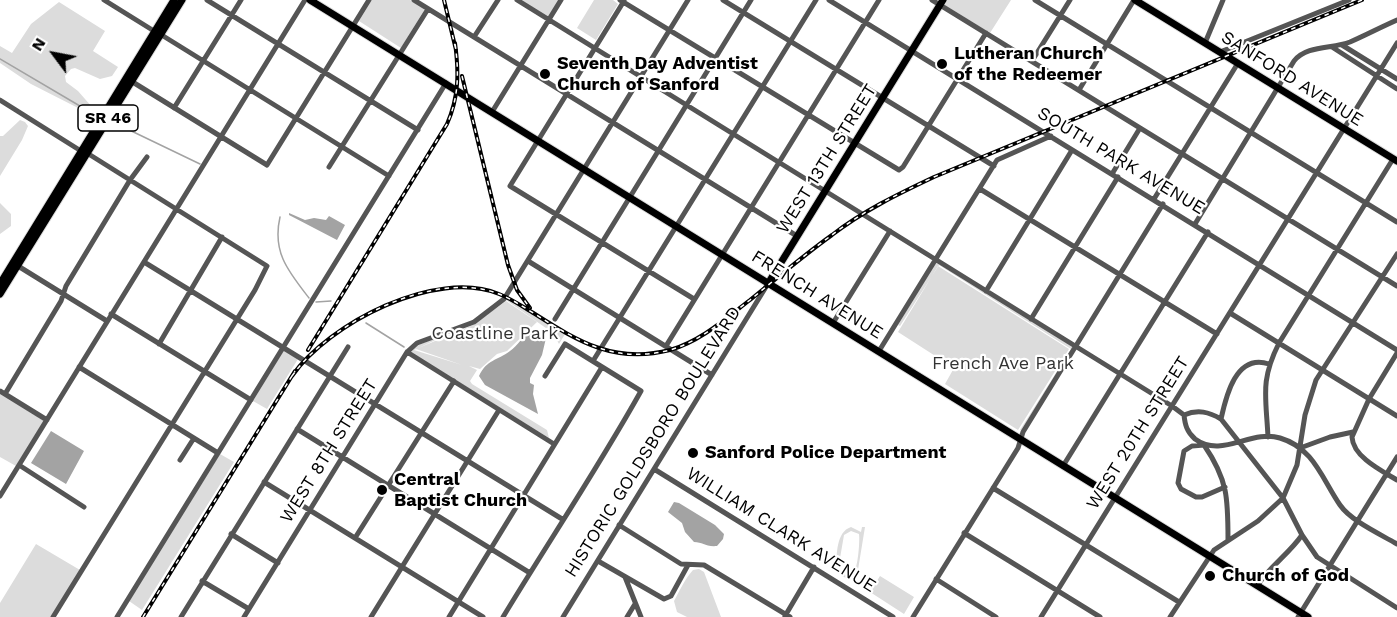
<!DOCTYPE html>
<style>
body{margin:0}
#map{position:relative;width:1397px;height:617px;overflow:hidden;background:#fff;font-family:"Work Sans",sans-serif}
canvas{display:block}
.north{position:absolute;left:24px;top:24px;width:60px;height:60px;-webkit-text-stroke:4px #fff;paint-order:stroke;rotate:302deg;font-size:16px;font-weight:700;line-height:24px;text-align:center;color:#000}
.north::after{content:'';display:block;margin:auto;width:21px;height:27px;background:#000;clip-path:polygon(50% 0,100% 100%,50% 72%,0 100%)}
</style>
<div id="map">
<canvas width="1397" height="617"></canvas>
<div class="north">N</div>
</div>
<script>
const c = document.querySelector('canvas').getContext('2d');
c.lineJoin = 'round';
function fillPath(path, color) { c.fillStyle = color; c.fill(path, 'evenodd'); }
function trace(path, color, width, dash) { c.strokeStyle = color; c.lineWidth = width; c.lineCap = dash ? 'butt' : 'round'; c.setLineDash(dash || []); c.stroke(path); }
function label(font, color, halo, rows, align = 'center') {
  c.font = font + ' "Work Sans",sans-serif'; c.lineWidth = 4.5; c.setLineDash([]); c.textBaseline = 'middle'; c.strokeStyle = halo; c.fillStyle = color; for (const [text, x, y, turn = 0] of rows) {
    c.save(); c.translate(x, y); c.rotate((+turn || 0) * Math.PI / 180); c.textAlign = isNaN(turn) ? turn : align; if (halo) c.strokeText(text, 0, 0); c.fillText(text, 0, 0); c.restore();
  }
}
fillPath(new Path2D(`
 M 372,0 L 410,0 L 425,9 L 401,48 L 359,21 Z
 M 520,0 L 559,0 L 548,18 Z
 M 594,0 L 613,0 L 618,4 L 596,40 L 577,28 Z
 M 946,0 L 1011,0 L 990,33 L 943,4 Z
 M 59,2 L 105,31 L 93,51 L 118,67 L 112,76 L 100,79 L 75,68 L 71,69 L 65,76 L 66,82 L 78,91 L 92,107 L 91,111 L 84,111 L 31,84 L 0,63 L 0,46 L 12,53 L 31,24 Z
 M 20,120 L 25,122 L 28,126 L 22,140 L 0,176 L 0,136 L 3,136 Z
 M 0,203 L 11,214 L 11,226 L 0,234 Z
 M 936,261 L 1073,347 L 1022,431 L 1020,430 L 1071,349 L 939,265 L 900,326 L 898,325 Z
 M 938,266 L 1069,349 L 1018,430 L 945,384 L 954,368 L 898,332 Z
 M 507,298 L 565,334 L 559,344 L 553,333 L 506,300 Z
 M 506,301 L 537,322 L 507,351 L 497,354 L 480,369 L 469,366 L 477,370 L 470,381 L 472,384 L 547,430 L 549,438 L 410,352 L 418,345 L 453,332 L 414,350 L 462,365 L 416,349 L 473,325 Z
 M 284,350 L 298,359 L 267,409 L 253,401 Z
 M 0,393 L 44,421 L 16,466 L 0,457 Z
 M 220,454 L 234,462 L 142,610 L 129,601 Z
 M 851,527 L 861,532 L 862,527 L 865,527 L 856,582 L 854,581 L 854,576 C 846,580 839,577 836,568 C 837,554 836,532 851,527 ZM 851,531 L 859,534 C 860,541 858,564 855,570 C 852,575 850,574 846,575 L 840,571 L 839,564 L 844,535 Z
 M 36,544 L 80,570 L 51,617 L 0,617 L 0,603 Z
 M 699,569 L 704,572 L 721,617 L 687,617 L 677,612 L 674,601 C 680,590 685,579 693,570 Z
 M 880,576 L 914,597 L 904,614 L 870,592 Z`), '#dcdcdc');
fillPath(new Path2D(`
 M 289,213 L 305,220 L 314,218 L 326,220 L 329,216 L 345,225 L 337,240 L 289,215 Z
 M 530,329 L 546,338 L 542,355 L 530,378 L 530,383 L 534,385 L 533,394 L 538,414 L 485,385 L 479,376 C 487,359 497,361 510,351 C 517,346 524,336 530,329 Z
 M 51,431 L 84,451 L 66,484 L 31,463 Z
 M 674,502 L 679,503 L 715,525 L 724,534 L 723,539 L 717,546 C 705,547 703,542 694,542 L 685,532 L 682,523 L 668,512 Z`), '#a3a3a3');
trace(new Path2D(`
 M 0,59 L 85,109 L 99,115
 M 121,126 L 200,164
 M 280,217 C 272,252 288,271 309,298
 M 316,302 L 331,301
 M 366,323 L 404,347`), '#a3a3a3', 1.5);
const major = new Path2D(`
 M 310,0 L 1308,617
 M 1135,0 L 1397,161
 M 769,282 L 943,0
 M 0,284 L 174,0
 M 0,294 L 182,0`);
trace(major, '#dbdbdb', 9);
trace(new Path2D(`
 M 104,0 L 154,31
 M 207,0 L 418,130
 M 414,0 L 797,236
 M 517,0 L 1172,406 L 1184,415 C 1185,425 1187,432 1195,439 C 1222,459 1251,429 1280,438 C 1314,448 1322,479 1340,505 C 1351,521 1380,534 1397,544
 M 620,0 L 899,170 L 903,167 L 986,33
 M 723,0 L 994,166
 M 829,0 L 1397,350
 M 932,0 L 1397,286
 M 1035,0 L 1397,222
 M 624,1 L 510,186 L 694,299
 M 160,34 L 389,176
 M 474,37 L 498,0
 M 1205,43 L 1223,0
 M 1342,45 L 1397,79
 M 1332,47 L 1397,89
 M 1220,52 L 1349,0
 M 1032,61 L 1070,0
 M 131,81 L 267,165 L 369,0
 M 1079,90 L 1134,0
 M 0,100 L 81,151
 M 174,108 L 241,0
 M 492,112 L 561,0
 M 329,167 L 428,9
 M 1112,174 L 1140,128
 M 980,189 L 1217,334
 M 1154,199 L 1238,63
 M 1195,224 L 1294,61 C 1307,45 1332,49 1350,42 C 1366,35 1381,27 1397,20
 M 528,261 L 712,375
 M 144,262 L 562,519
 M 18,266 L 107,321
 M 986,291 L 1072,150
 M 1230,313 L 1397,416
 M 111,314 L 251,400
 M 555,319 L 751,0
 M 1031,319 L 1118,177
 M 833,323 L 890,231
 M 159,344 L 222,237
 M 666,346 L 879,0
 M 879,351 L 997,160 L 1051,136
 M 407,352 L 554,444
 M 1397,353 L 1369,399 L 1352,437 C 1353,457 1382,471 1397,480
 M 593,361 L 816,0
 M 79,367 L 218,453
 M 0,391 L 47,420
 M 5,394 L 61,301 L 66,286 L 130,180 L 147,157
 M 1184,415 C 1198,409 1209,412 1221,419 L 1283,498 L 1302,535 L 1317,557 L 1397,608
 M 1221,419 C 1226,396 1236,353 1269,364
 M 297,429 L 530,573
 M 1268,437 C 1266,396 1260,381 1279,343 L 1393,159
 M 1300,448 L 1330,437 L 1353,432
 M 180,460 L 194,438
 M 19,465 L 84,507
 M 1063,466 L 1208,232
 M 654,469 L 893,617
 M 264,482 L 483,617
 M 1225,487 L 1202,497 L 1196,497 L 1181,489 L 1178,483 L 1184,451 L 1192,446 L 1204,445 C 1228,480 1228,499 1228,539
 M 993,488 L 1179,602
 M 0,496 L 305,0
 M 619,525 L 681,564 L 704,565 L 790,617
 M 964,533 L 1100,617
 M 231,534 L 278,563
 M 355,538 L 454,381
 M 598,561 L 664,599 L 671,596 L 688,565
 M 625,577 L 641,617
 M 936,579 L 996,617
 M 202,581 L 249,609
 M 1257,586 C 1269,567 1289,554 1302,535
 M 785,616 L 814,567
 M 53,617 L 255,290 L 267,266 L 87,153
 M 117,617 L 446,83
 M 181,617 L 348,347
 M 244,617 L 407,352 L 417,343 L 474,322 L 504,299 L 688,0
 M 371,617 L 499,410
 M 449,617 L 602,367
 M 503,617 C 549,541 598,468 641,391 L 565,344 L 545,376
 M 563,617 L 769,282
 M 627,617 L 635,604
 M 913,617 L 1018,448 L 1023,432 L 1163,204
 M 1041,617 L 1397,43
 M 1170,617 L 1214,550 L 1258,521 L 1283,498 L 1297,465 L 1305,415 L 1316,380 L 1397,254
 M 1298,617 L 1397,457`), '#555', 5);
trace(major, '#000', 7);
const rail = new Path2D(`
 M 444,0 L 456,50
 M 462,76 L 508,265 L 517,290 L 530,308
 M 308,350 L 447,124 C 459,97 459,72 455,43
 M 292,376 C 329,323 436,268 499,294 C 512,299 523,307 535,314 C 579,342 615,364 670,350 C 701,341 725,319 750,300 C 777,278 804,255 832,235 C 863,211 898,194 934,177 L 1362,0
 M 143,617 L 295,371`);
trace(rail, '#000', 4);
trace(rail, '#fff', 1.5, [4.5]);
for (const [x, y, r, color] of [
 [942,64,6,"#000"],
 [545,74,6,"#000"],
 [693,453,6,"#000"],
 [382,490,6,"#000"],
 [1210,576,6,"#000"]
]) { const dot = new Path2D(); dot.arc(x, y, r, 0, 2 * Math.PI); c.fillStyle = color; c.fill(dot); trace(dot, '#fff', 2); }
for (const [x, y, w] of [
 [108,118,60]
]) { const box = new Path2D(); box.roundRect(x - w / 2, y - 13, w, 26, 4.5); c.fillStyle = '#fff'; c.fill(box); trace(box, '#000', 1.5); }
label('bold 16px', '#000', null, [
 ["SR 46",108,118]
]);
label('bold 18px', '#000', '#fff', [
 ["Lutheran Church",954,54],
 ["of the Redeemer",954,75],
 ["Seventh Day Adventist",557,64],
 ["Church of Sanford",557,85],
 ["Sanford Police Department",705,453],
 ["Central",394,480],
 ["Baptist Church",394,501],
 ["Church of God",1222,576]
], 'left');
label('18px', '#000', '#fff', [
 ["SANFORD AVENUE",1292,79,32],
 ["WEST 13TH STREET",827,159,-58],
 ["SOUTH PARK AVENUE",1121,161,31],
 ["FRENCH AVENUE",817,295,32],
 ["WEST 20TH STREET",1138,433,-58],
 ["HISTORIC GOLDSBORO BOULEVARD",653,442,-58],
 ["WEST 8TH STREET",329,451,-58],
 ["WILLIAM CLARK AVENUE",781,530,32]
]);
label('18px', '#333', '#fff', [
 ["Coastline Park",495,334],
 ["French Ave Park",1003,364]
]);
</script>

_ _ _ _ _

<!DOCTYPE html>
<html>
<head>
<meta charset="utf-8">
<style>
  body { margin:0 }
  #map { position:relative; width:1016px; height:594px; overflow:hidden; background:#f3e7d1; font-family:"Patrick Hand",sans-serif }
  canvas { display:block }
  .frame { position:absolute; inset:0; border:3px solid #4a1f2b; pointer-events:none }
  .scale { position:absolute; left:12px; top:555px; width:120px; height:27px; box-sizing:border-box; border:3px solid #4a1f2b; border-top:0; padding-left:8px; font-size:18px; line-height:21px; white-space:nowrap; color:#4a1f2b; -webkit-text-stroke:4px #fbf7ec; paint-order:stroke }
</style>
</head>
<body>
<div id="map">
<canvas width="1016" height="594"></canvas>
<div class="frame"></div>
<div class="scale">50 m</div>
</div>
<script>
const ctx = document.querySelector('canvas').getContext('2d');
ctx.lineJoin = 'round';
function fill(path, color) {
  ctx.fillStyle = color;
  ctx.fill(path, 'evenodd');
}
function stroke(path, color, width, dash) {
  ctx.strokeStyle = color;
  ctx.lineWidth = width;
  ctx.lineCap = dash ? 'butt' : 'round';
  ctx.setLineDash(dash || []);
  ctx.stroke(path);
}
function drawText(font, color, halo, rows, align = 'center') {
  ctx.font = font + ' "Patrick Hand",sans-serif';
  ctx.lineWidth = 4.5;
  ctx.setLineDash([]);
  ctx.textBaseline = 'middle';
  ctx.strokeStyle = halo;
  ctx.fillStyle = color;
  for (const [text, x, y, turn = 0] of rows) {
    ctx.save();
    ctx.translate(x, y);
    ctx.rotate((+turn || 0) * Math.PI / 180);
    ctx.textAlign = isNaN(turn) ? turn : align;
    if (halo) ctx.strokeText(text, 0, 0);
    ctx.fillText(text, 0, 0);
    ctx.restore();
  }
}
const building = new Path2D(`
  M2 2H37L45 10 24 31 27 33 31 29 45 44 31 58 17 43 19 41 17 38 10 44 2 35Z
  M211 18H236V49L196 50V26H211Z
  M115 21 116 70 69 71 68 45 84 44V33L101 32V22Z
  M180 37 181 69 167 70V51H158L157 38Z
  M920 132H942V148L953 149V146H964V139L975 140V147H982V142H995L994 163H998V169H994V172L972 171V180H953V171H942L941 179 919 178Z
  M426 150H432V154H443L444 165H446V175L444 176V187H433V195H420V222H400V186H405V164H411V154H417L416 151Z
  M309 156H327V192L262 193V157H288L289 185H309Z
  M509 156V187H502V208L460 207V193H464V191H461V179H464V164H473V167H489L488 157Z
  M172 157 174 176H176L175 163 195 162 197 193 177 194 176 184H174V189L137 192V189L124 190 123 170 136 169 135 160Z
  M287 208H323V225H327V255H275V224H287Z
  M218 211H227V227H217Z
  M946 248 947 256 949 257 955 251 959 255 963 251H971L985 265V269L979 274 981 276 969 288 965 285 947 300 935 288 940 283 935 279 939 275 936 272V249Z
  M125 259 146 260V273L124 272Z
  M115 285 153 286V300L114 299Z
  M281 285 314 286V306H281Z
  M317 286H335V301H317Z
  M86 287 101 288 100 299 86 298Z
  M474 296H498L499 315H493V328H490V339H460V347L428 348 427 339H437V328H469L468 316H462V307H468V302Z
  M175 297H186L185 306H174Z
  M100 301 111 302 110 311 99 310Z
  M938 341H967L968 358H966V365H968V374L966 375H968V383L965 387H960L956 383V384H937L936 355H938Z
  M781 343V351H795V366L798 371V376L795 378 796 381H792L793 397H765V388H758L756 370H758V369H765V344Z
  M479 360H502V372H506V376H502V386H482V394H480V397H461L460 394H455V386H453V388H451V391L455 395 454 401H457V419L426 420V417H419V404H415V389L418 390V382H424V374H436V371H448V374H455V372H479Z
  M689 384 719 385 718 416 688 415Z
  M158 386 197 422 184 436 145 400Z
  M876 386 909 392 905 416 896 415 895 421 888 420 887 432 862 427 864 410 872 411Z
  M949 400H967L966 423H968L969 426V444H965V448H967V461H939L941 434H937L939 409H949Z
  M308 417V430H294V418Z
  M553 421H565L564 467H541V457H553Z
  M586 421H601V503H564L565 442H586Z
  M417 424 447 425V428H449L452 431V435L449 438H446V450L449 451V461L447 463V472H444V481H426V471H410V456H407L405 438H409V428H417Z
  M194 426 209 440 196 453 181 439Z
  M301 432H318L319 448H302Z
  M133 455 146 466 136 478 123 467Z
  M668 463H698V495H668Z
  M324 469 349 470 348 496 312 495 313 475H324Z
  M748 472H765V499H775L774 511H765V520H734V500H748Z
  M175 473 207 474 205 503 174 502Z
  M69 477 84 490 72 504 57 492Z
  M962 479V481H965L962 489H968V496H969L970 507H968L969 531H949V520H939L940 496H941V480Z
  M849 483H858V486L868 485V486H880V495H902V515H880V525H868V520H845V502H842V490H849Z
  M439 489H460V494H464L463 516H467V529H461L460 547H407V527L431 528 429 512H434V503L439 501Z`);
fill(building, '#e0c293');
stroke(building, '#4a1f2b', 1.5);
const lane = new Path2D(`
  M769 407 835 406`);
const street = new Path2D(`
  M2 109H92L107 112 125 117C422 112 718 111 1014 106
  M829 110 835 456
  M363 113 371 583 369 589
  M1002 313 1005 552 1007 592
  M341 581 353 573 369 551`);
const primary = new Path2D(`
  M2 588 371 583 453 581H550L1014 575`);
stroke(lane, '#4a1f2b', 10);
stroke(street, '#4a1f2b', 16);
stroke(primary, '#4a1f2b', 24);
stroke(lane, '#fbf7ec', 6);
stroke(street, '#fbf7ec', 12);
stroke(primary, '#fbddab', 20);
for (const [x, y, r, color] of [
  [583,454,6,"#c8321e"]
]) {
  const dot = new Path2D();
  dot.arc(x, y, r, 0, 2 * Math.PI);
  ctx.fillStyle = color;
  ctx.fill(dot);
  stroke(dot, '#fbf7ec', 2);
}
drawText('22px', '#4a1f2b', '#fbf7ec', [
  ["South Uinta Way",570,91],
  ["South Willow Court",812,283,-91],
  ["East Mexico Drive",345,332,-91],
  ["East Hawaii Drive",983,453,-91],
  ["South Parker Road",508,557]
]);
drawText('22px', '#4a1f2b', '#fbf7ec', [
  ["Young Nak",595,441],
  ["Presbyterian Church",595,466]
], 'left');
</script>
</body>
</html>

_ _ _ _ _

» **Task prompt**
Repeat exactly the lines of the listing above, from the one with "ctx.lineCap = dash ? 'butt' : 'round';" down to the one with "M938 341H967L968 358H966V365H968V374L966"; both of those lines belong in the range.

» **Response for this exercise**
  ctx.lineCap = dash ? 'butt' : 'round';
  ctx.setLineDash(dash || []);
  ctx.stroke(path);
}
function drawText(font, color, halo, rows, align = 'center') {
  ctx.font = font + ' "Patrick Hand",sans-serif';
  ctx.lineWidth = 4.5;
  ctx.setLineDash([]);
  ctx.textBaseline = 'middle';
  ctx.strokeStyle = halo;
  ctx.fillStyle = color;
  for (const [text, x, y, turn = 0] of rows) {
    ctx.save();
    ctx.translate(x, y);
    ctx.rotate((+turn || 0) * Math.PI / 180);
    ctx.textAlign = isNaN(turn) ? turn : align;
    if (halo) ctx.strokeText(text, 0, 0);
    ctx.fillText(text, 0, 0);
    ctx.restore();
  }
}
const building = new Path2D(`
  M2 2H37L45 10 24 31 27 33 31 29 45 44 31 58 17 43 19 41 17 38 10 44 2 35Z
  M211 18H236V49L196 50V26H211Z
  M115 21 116 70 69 71 68 45 84 44V33L101 32V22Z
  M180 37 181 69 167 70V51H158L157 38Z
  M920 132H942V148L953 149V146H964V139L975 140V147H982V142H995L994 163H998V169H994V172L972 171V180H953V171H942L941 179 919 178Z
  M426 150H432V154H443L444 165H446V175L444 176V187H433V195H420V222H400V186H405V164H411V154H417L416 151Z
  M309 156H327V192L262 193V157H288L289 185H309Z
  M509 156V187H502V208L460 207V193H464V191H461V179H464V164H473V167H489L488 157Z
  M172 157 174 176H176L175 163 195 162 197 193 177 194 176 184H174V189L137 192V189L124 190 123 170 136 169 135 160Z
  M287 208H323V225H327V255H275V224H287Z
  M218 211H227V227H217Z
  M946 248 947 256 949 257 955 251 959 255 963 251H971L985 265V269L979 274 981 276 969 288 965 285 947 300 935 288 940 283 935 279 939 275 936 272V249Z
  M125 259 146 260V273L124 272Z
  M115 285 153 286V300L114 299Z
  M281 285 314 286V306H281Z
  M317 286H335V301H317Z
  M86 287 101 288 100 299 86 298Z
  M474 296H498L499 315H493V328H490V339H460V347L428 348 427 339H437V328H469L468 316H462V307H468V302Z
  M175 297H186L185 306H174Z
  M100 301 111 302 110 311 99 310Z
  M938 341H967L968 358H966V365H968V374L966 375H968V383L965 387H960L956 383V384H937L936 355H938Z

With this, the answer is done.